There is also an element of security involved at this point. It is critical that only you be able to control what is being hosted on your website, that nothing but the content you provide is served to those accessing your website. It can depend on who you are and what your website contains. Although, sometimes it doesn't matter other than your insecure hosting account is an easy target for some nefariously minded soul to drop some malicious web-content onto your site containing malware that infects the computer of everyone visiting your site. You then become an unwitting accomplice to spreading malware, viruses or other eNastiness. This quickly gets rather technical and it is best to rely on a host who is reliable, trustworthy and secure. Cheaper is not necessarily better and expensive doesn't necessarily ensure reliability, trustworthiness or security. But these are all important aspects of choosing who hosts your website. (Is it getting a bit complex and overwhelming yet? If yes, then you're in good company because for many it is just that, complex and overwhelming. Remember TL;DR?)

It’s All Part of the Process

Everyone who creates websites had to start somewhere. They all have had to work hard to understand the underlying concepts, to learn how to create websites using all of the tools that are available and to do it in a way that is safe and reliable. And yes, there are a lot of tools that do amazing things, but they too take a bit to learn and understand. This is all part of the process I mentioned at the beginning.
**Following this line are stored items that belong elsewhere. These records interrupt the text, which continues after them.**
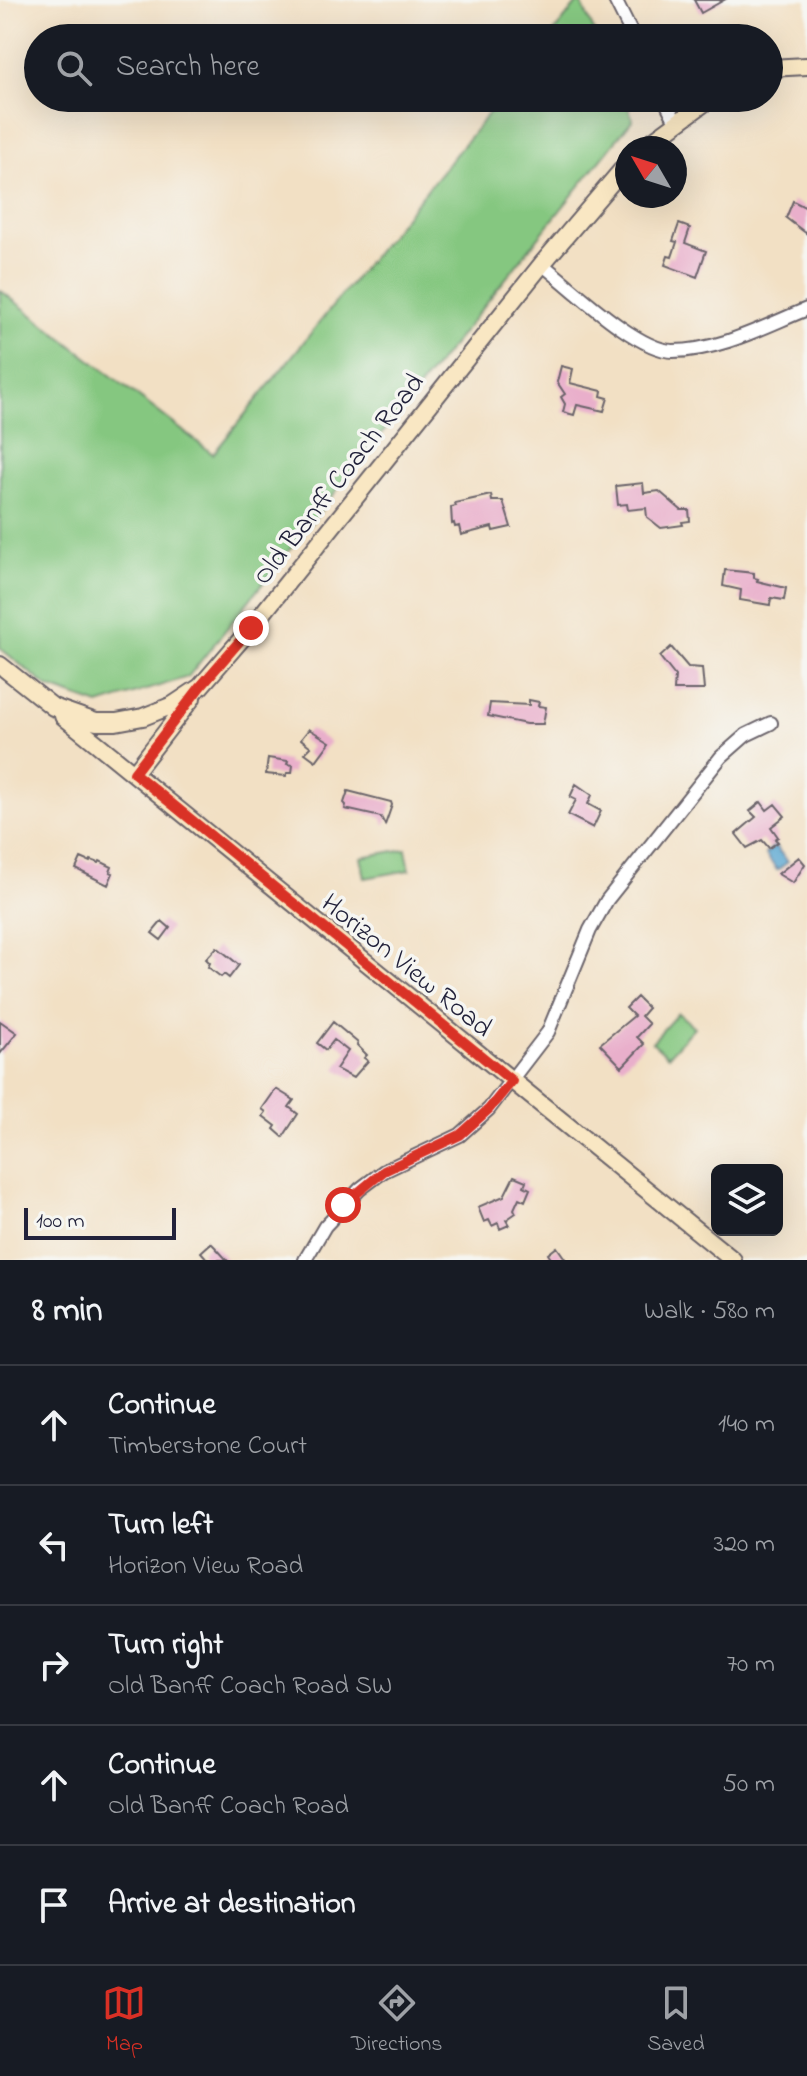 <!DOCTYPE html>
<html lang="en">
<head>
<meta charset="utf-8">
<style>
  :root { --surface:#171b24; --page:#242831; --text:#f1f3f6; --muted:#9ea1a6; --line:#363941; --accent:#d93025 }
  body { margin:0; font-family:"Indie Flower",sans-serif; background:var(--page); color:var(--text) }
  .controls { position:absolute; right:24px; bottom:24px; display:grid; overflow:hidden; border-radius:12px; box-shadow:0 8px 32px #0002 }
  .controls button { width:72px; height:72px; display:grid; place-items:center; padding:0; border:0; border-bottom:2px solid var(--line); background:var(--surface); color:var(--text); font:40px sans-serif }
  .compass { position:absolute; left:615px; top:136px; width:72px; height:72px; border-radius:50%; background:var(--surface); box-shadow:0 8px 32px #0002; rotate:309deg }
  .scale { position:absolute; left:24px; bottom:20px; width:152px; box-sizing:border-box; padding-left:8px; border:4px solid #22223b; border-top:0; font-size:22px; line-height:28px; white-space:nowrap; color:#22223b; -webkit-text-stroke:6px #f6f6f2; paint-order:stroke }
  .stop { position:absolute; width:24px; height:24px; margin:-18px; border:6px solid #d93025; border-radius:50%; background:#fff }
  .stop.end { background:#d93025; border-color:#fff; box-shadow:0 2px 8px #0008 }
  .list { margin:0; padding:0; list-style:none }
  h2 { display:flex; justify-content:space-between; align-items:center; height:104px; margin:0; padding:0 32px; font-size:34px }
  h2 small { font-size:26px; font-weight:400; color:var(--muted) }
  .list li { display:grid; grid-template-columns:52px 1fr auto; gap:24px; align-items:center; box-sizing:border-box; height:120px; padding:0 32px; border-top:2px solid var(--line) }
  .list b { display:block; font-size:30px; white-space:nowrap }
  .list p { margin:0; font-size:26px; white-space:nowrap; color:var(--muted) }
  .list em { font-size:26px; font-style:normal; color:var(--muted) }
  .icon { flex:none; width:44px; height:44px; fill:none; stroke:currentColor; stroke-width:2; stroke-linecap:round; stroke-linejoin:round }
  .map { position:relative; flex:none; width:807px; height:1260px; overflow:hidden }
  .search { position:absolute; background:var(--surface); box-shadow:0 8px 32px #0002; left:24px; right:24px; top:24px; height:88px; display:flex; align-items:center; gap:20px; box-sizing:border-box; padding:0 28px; border-radius:44px; color:var(--muted); font-size:30px }
  .sheet { height:704px; background:var(--surface) }
  nav { display:flex; justify-content:space-around; align-items:center; box-sizing:border-box; height:112px; border-top:2px solid var(--line); background:var(--surface); font-size:22px; color:var(--muted) }
  nav a { display:grid; justify-items:center; gap:4px }
  nav .on { color:var(--accent) }
  .map>svg:first-child { display:block }
</style>
</head>
<body>
<div class="map">
<svg width="807" height="1260" viewBox="0 0 807 1260">
  <rect width="100%" height="100%" fill="#f6f6f2"/>
  <filter id="ink" filterUnits="userSpaceOnUse"><feTurbulence type="fractalNoise" baseFrequency=".0125" numOctaves="2"/><feDisplacementMap in="SourceGraphic" scale="16" xChannelSelector="R" yChannelSelector="G"/><feConvolveMatrix kernelMatrix="1 2 1 2 8 2 1 2 1" color-interpolation-filters="sRGB"/></filter>
  <filter id="wash" filterUnits="userSpaceOnUse"><feTurbulence type="fractalNoise" baseFrequency=".006" numOctaves="4" result="noise"/><feDisplacementMap in="SourceGraphic" scale="32" xChannelSelector="R" yChannelSelector="G"/><feGaussianBlur stdDeviation="1.8" result="paint"/><feColorMatrix in="noise" values="0 0 0 0 0 0 0 0 0 0 0 0 0 0 0 0 0 1.4 0 .05"/><feComposite in="paint" operator="in"/></filter>
  <g filter="url(#wash)">
    <rect width="100%" height="100%" fill="#f2e0c4"/>
    <path fill="#85c780" stroke="#54745e" stroke-width="2" d="M580,0L597,38H549Z
      M501,98H624L633,119L188,677L99,705L48,687L0,648V290L213,454Z
      M406,849L410,870L365,878L361,857Z
      M678,1013L694,1027L668,1056L652,1042Z"/>
    <path fill="#57a5d0" stroke="#3c6486" stroke-width="2" d="M775,846L788,862L777,870L765,854Z"/>
    <g id="blocks">
      <path fill="#e9afcb" d="M694,0H724L701,13Z
        M793,201L807,208V234L786,218Z
        M679,224L690,228L685,243L706,251L697,277L665,265L668,256L672,257L677,242L673,241Z
        M561,366L573,369L570,383L602,391L601,396L608,398L604,411L577,405L574,415L563,412L565,404L561,397L565,394L557,382Z
        M643,483L644,493L659,491L681,510H689L690,521L682,522L683,525L661,528L647,517L646,508L628,510L627,504L618,505L616,486Z
        M491,495L492,501H503L511,527L493,531L492,527L461,535L459,526L455,527L454,523L452,524L451,507L456,506L455,503Z
        M725,570L754,573V578L758,579L757,581L786,588L784,600L771,598L770,605L740,600L741,590L723,586Z
        M671,647L688,667L702,668L704,690H674L675,676L660,657Z
        M529,700L539,702L538,706L546,707L543,724H526L488,716L490,703L529,705Z
        M309,729L330,742L316,761L305,753L311,747L301,739Z
        M268,758L288,761L287,764L293,765L292,773H287L286,776L266,774Z
        M576,784L592,795L588,804L601,811L593,828L568,815L576,800L570,797Z
        M348,791L391,802L392,805L385,825L381,817L345,809L346,805L344,803Z
        M761,802L767,810L775,804L785,816L771,827L778,837L775,839L778,842L769,848L762,840L747,848L736,834L756,817L750,811Z
        M799,857L805,864L793,883L778,874Z
        M81,858L90,862L91,860L99,863L100,861L112,867L110,872L113,873L108,885L76,869Z
        M162,921L170,928L161,940L152,933Z
        M217,947L239,965L229,978L224,974L221,977L208,967L210,963L206,959Z
        M637,997L648,1008L641,1016L649,1024L637,1037L644,1044L622,1067L600,1044L634,1016L626,1008Z
        M0,1021L17,1033L0,1054Z
        M333,1022L358,1043L357,1045L367,1055L364,1058L368,1061L353,1078L336,1069L348,1051L334,1040L326,1050L317,1043Z
        M276,1089L294,1100L289,1107L298,1114L283,1137L274,1129L276,1126L263,1116L266,1112L262,1109Z
        M514,1176L526,1181L524,1186L530,1189L525,1201L519,1198L514,1209L516,1213L506,1220L509,1225L500,1229L498,1223L492,1226L489,1220L484,1222L478,1207L504,1196Z
        M211,1243L215,1247L227,1260H208L201,1252Z
        M557,1247L566,1260H552L548,1254Z"/>
    </g>
  </g>
  <g filter="url(#ink)">
    <use href="#blocks" fill-opacity="0" stroke="#6b646b" stroke-width="2"/>
    <g fill="none" stroke-linecap="round" stroke-linejoin="round">
      <defs>
        <path id="street" d="M615,0L634,38
          M664,98L676,122
          M542,264C571,287 637,351 673,351C719,351 765,326 807,309
          M305,1260L325,1226L360,1189L384,1171L460,1135L489,1109L548,1032L590,930L607,900L721,757L746,735L771,723"/>
        <path id="secondary" d="M769,68L807,66
          M643,148L711,98
          M0,665L53,707L96,722H116L143,717L173,705L200,687L251,628L542,264L627,164
          M63,716L733,1260
          M134,773L192,698"/>
      </defs>
      <use href="#street" stroke="#6b646b" stroke-width="16"/>
      <use href="#secondary" stroke="#6b646b" stroke-width="20"/>
      <use href="#street" stroke="#fff" stroke-width="12"/>
      <use href="#secondary" stroke="#f9e7c3" stroke-width="16"/>
    </g>
  </g>
  <g fill="none" stroke-linecap="round" stroke-linejoin="round" filter="url(#ink)">
    <path stroke="#d93025" stroke-width="10" d="M251,628L200,687L134,773L512,1081L489,1109L460,1135L384,1171L343,1205"/>
  </g>
  <g text-anchor="middle" stroke-width="7" stroke-linejoin="round" paint-order="stroke">
    <g font-size="28" fill="#22223b" stroke="#f6f6f2">
      <text transform="translate(337 478) rotate(-52)" y="10">Old Banff Coach Road</text>
      <text transform="translate(408 964) rotate(39)" y="10">Horizon View Road</text>
    </g>
  </g>
</svg>
<div class="controls">
<button><svg class="icon" aria-label="layers" viewBox="0 0 24 24"><path d="M12 4l9 5-9 5-9-5zM3 14l9 5 9-5"/></svg></button>
</div>
<svg class="compass" viewBox="-18 -18 36 36"><path d="M0-13l5 13h-10z" fill="#e53935"/><path d="M0 13l5-13h-10z" fill="#9ea1a6"/></svg>
<div class="scale">100 m</div>
<div class="stop" style="left:343px;top:1205px"></div>
<div class="stop end" style="left:251px;top:628px"></div>
<div class="search"><svg class="icon" aria-label="search" viewBox="0 0 24 24"><circle cx="10" cy="10" r="6"/><path d="M15 15l6 6"/></svg>Search here</div>
</div>
<section class="sheet">
<h2>8 min<small>Walk · 580 m</small></h2>
<ul class="list">
<li><svg class="icon" aria-label="ahead" viewBox="0 0 24 24"><path d="M12 20V5M6 11l6-6 6 6"/></svg><div><b>Continue</b><p>Timberstone Court</p></div><em>140 m</em></li>
<li><svg class="icon" aria-label="left" viewBox="0 0 24 24"><path d="M17 20v-9H6M10 6l-5 5 5 5"/></svg><div><b>Turn left</b><p>Horizon View Road</p></div><em>320 m</em></li>
<li><svg class="icon" aria-label="right" viewBox="0 0 24 24"><path d="M7 20v-9h11M14 6l5 5-5 5"/></svg><div><b>Turn right</b><p>Old Banff Coach Road SW</p></div><em>70 m</em></li>
<li><svg class="icon" aria-label="ahead" viewBox="0 0 24 24"><path d="M12 20V5M6 11l6-6 6 6"/></svg><div><b>Continue</b><p>Old Banff Coach Road</p></div><em>50 m</em></li>
<li><svg class="icon" aria-label="arrive" viewBox="0 0 24 24"><path d="M6 21V4h12l-3 4 3 4H6"/></svg><div><b>Arrive at destination</b></div></li>
</ul>
</section>
<nav>
<a class="on"><svg class="icon" aria-label="map" viewBox="0 0 24 24"><path d="M3 6l6-2 6 2 6-2v14l-6 2-6-2-6 2zM9 4v14M15 6v14"/></svg>Map</a>
<a><svg class="icon" aria-label="directions" viewBox="0 0 24 24"><path d="M12 3l9 9-9 9-9-9zM9 14v-3h6M13 9l2 2-2 2"/></svg>Directions</a>
<a><svg class="icon" aria-label="saved" viewBox="0 0 24 24"><path d="M7 4h10v16l-5-4-5 4z"/></svg>Saved</a>
</nav>
</body>
</html>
At the root of it, web design is simply creating a website that serves a purpose using sound design principles.  It's taking the elements of web design (such as HTML, CSS and JavaScript code, along with text and images and principles of good design) and creating something unique and interesting. It's a combination of art and science. Web design can be done by a single person or it can be done by groups of people. All web designers generally have an array of skills and talents that are focused on creating websites. Websites range from small simple single-page sites conveying basic messages (services offered, themed blog discussions, etc.) all the way to very large sites with many functions requiring a team of highly skilled people to create and maintain them. There's a whole range of sites in between.